Most of its statistical properties such as moments, stochastic ordering and entropies were obtained by Ghitany et al. (2008). Recently, Karuppusamy et al. (2017) introduced the ISDL density

$$\begin{aligned} f({x;\lambda }) = \frac{{{\lambda ^3}}}{{{\lambda ^2} + 2\lambda + 2}}{\left( {1 + x} \right) ^2}\exp \left( { - \lambda x} \right) ,\quad x > 0, \end{aligned}$$
(1)

where \(\lambda >0\) is the shape parameter. The cdf corresponding to (1) is

$$\begin{aligned} F\left( {x;\lambda } \right) = 1 - \left[ {1 + \frac{{{\lambda ^2}{x^2} + 2\left( {{\lambda ^2} + \lambda } \right) x}}{{{\lambda ^2} + 2\lambda + 2}}} \right] \exp \left( { - \lambda x} \right) ,\quad x \ge 0. \end{aligned}$$

The ISDL density can be expressed as a mixture of the \(\text {Gamma}(1,\lambda )\), \(\text {Gamma}(2,\lambda )\) and \(\text {Gamma}(3,\lambda )\) densities. So, Eq. (1) can be rewritten as follows

$$\begin{aligned} f( {x;\lambda }) = {p_1}{f_1}( x) + {p_2}{f_2}( x) + {p_3}{f_3}( x), \end{aligned}$$
(2)

where

$$\begin{aligned} {p_1} = \frac{{{\lambda ^2}}}{{{\lambda ^2} + 2\lambda + 2}},\quad {p_2} = \frac{{2\lambda }}{{{\lambda ^2} + 2\lambda + 2}},\quad {p_3} = \frac{2}{{{\lambda ^2} + 2\lambda + 2}}, \end{aligned}$$
(3)

and

$$\begin{aligned} {f_1}( x) = \lambda \exp ( { - \lambda x} ),\quad {f_2}( x) = {\lambda ^2}x\exp ( { - \lambda x} ),\quad {f_3}( x ) = {{{\lambda ^3}{x^2}\exp ( { - \lambda x})} / 2}. \end{aligned}$$
(4)

Substituting (3) and (4) in (2), we find the ISDL density (1).

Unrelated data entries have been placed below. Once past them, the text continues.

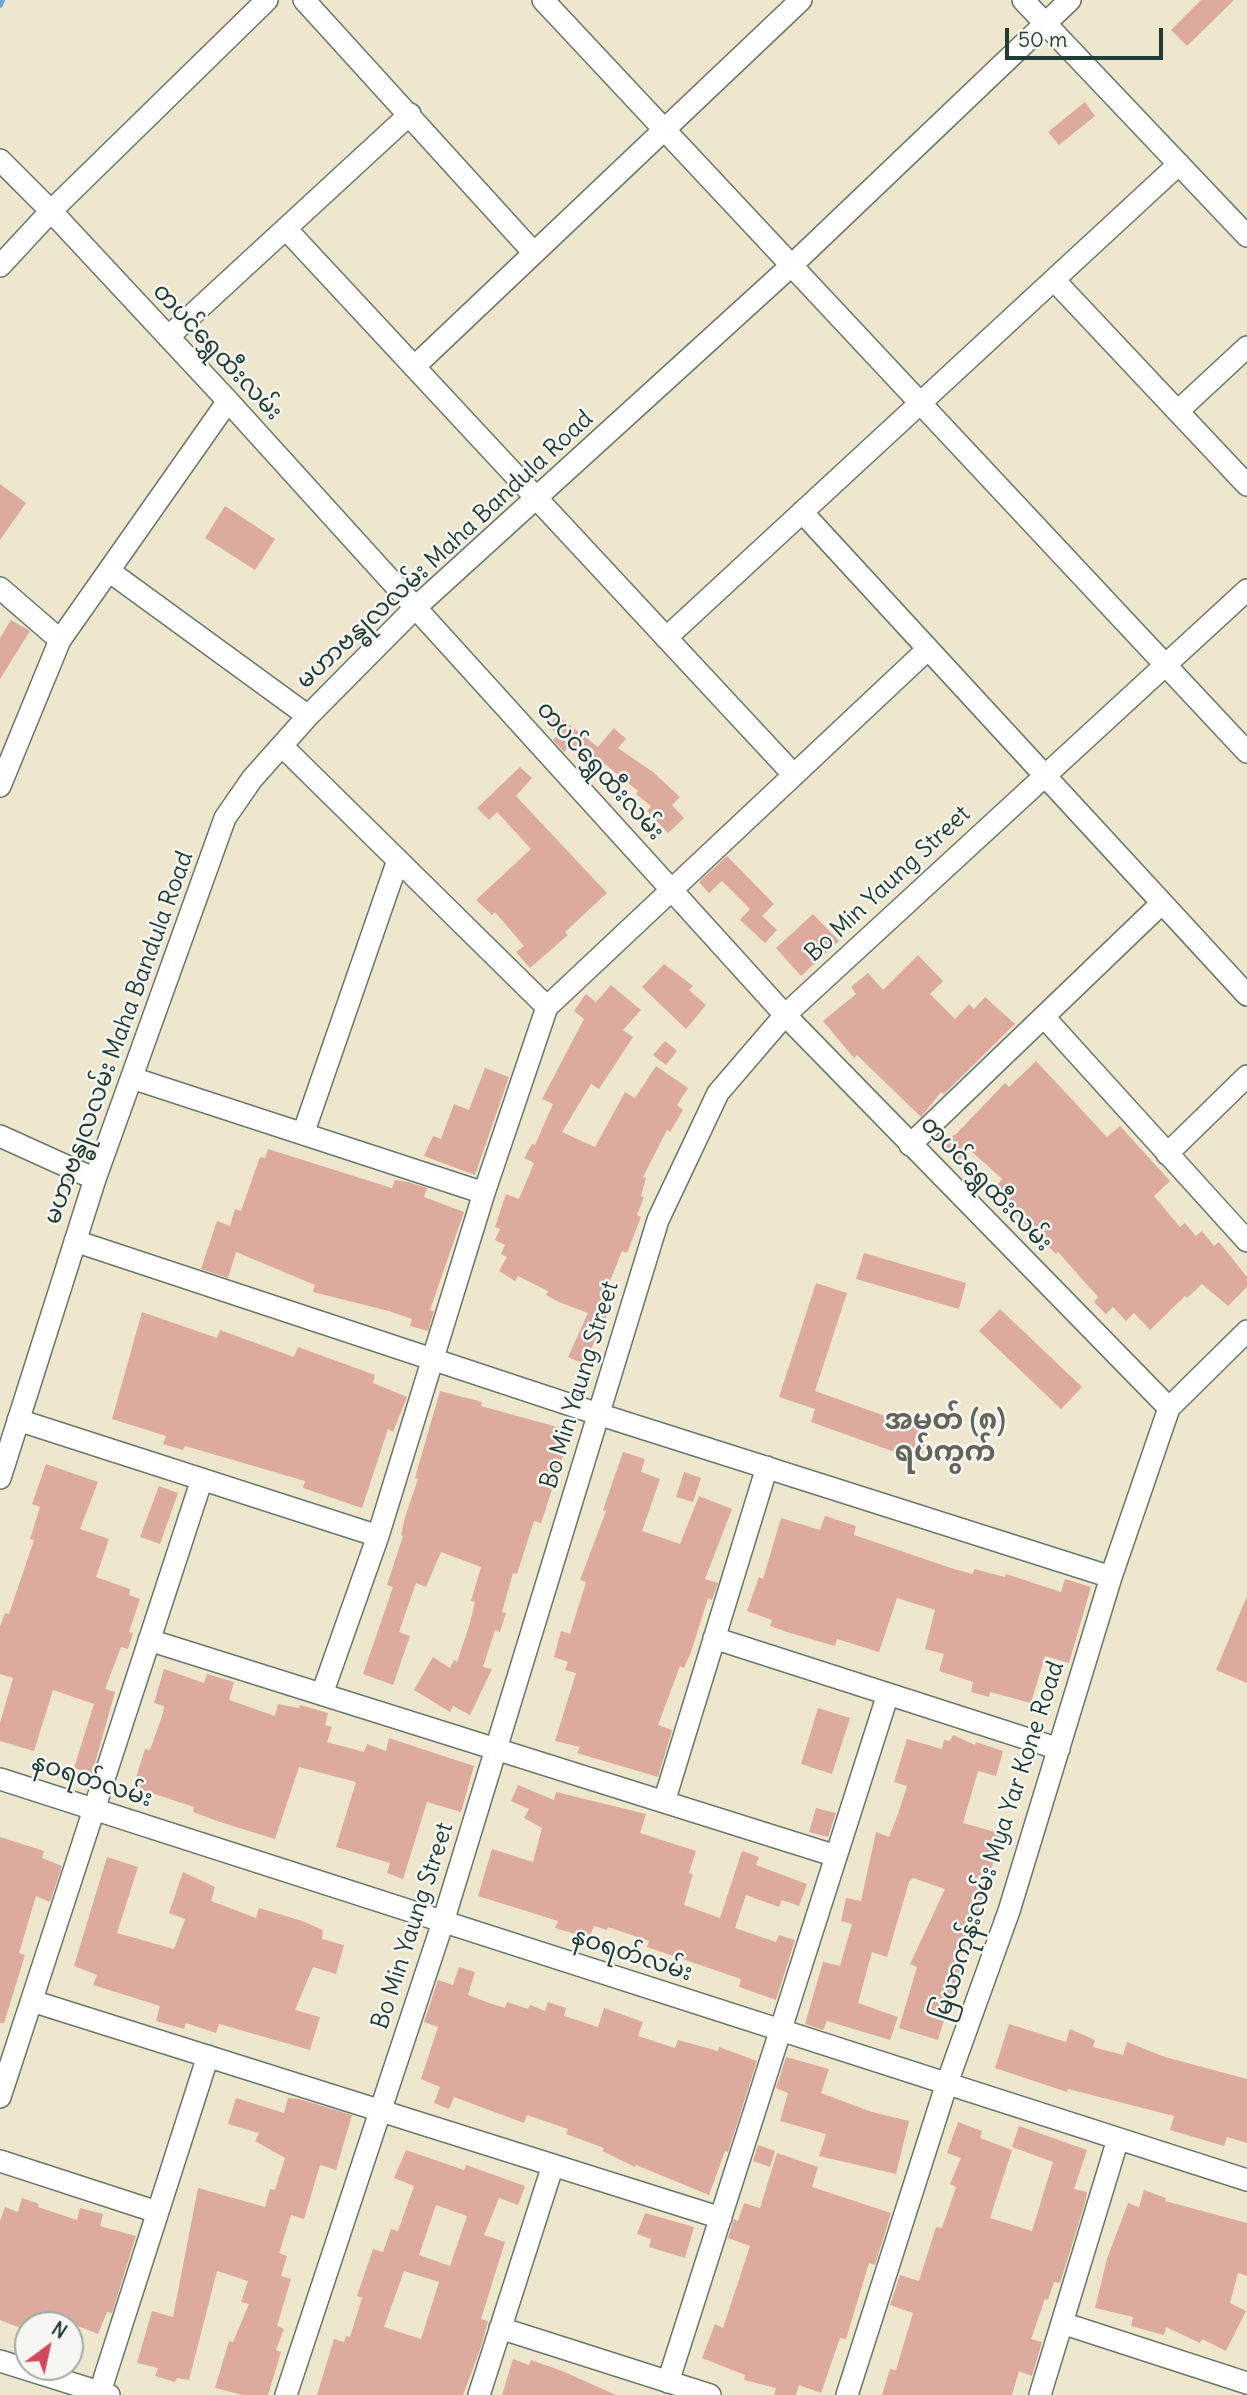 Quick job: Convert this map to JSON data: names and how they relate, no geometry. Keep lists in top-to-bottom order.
{
  "streets": {
    "street": [
      "တပင်ရွှေထီးလမ်း",
      "မဟာဗန္ဓုလလမ်း Maha Bandula Road",
      "Bo Min Yaung Street",
      "နဝရတ်လမ်း",
      "မြယာကုန်းလမ်း Mya Yar Kone Road"
    ]
  },
  "crossings": [
    ["တပင်ရွှေထီးလမ်း", "မဟာဗန္ဓုလလမ်း Maha Bandula Road"],
    ["တပင်ရွှေထီးလမ်း", "Bo Min Yaung Street"],
    ["တပင်ရွှေထီးလမ်း", "မြယာကုန်းလမ်း Mya Yar Kone Road"],
    ["Bo Min Yaung Street", "နဝရတ်လမ်း"],
    ["နဝရတ်လမ်း", "မြယာကုန်းလမ်း Mya Yar Kone Road"]
  ],
  "districts": ["အမှတ် (၈) ရပ်ကွက်"],
  "scale_bar": "50 m",
  "north": "top right"
} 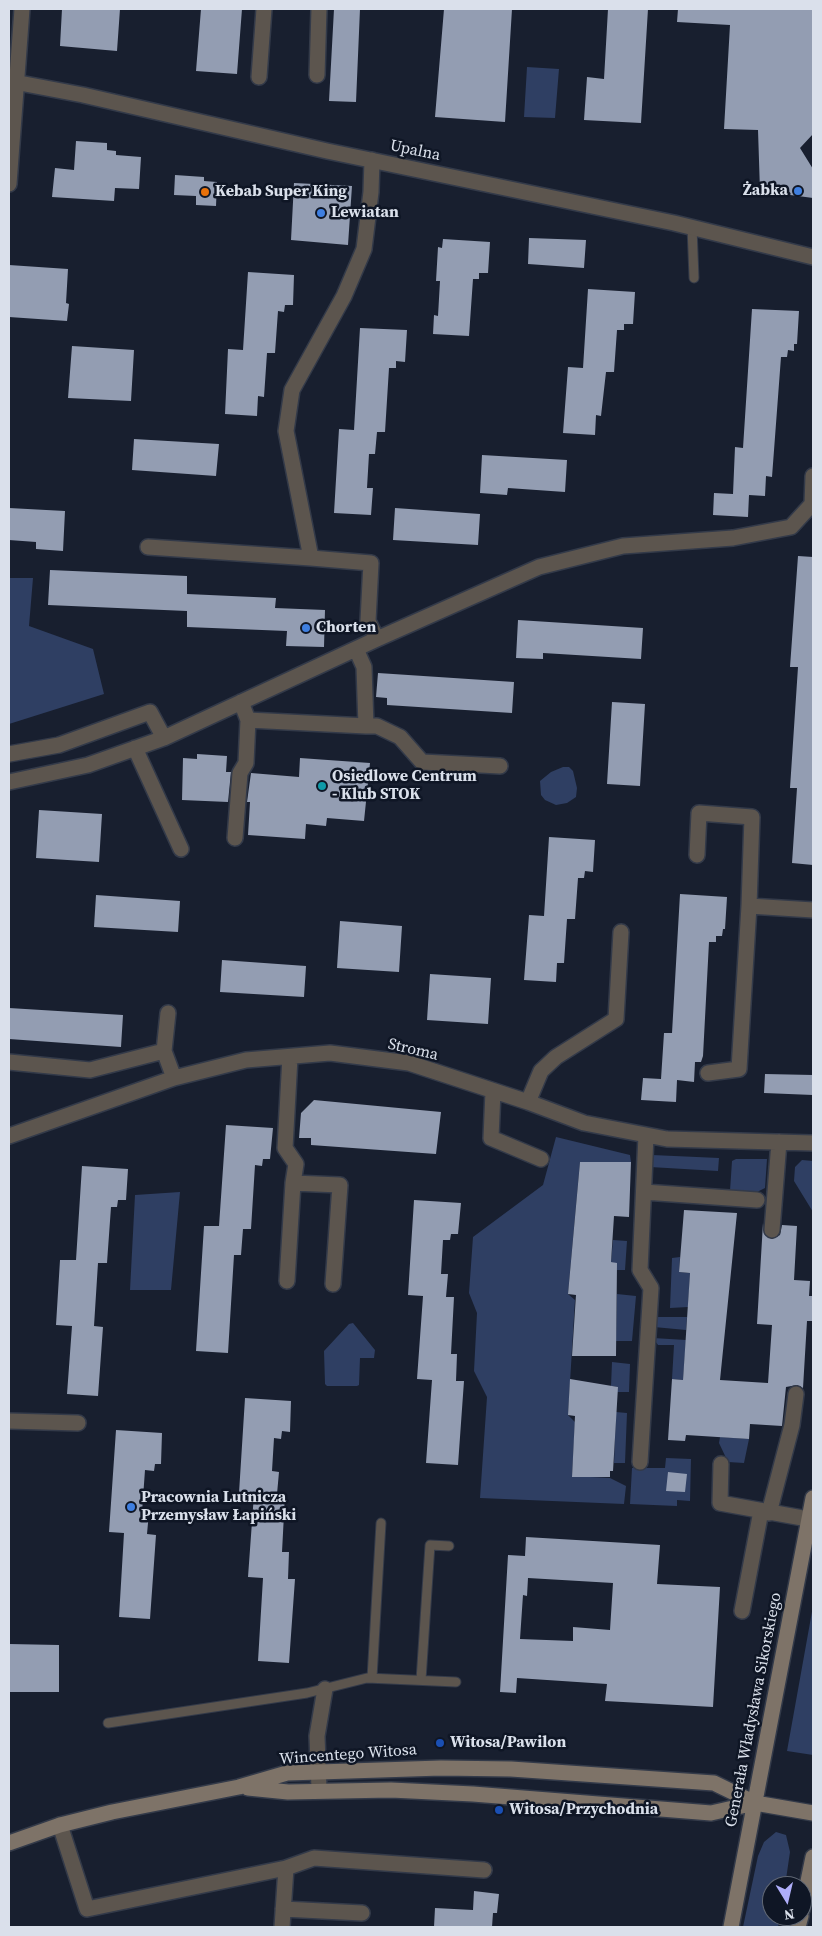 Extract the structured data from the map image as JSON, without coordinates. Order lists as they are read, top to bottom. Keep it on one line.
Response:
{"streets":{"street":["Upalna","Stroma","Generała Władysława Sikorskiego","Wincentego Witosa"]},"crossings":[["Generała Władysława Sikorskiego","Wincentego Witosa"]],"places":["Żabka","Kebab Super King","Lewiatan","Chorten","Osiedlowe Centrum - Klub STOK","Pracownia Lutnicza Przemysław Łapiński","Witosa/Pawilon","Witosa/Przychodnia"],"north":"bottom"}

Some statistical properties of the ISDL distribution can be easily obtained from those of the Gamma distribution. Here, we introduce a new distribution on the unit-interval by taking the ISDL distribution as the baseline model.

Proposition 1

Let X be a random variable with pdf (1) and define the random variable \(Y = {X / {( {X + 1})}}\). Then, the pdf of Y is

$$\begin{aligned} f({y;\lambda })=\frac{{{\lambda ^3}{{( {1 - y})}^{ - 2}}}}{{{\lambda ^2} + 2\lambda + 2}}{\left( {1 + \frac{y}{{1 - y}}} \right) ^2}\exp \left( { - \frac{{y\lambda }}{{1 - y}}} \right) ,\quad 0<y < 1, \end{aligned}$$
(5)

where \(\lambda >0\) is the shape parameter. Hereafter, the random variable Y having density (5) is denoted by \(Y\sim \text {unit-ISDL}(\lambda )\).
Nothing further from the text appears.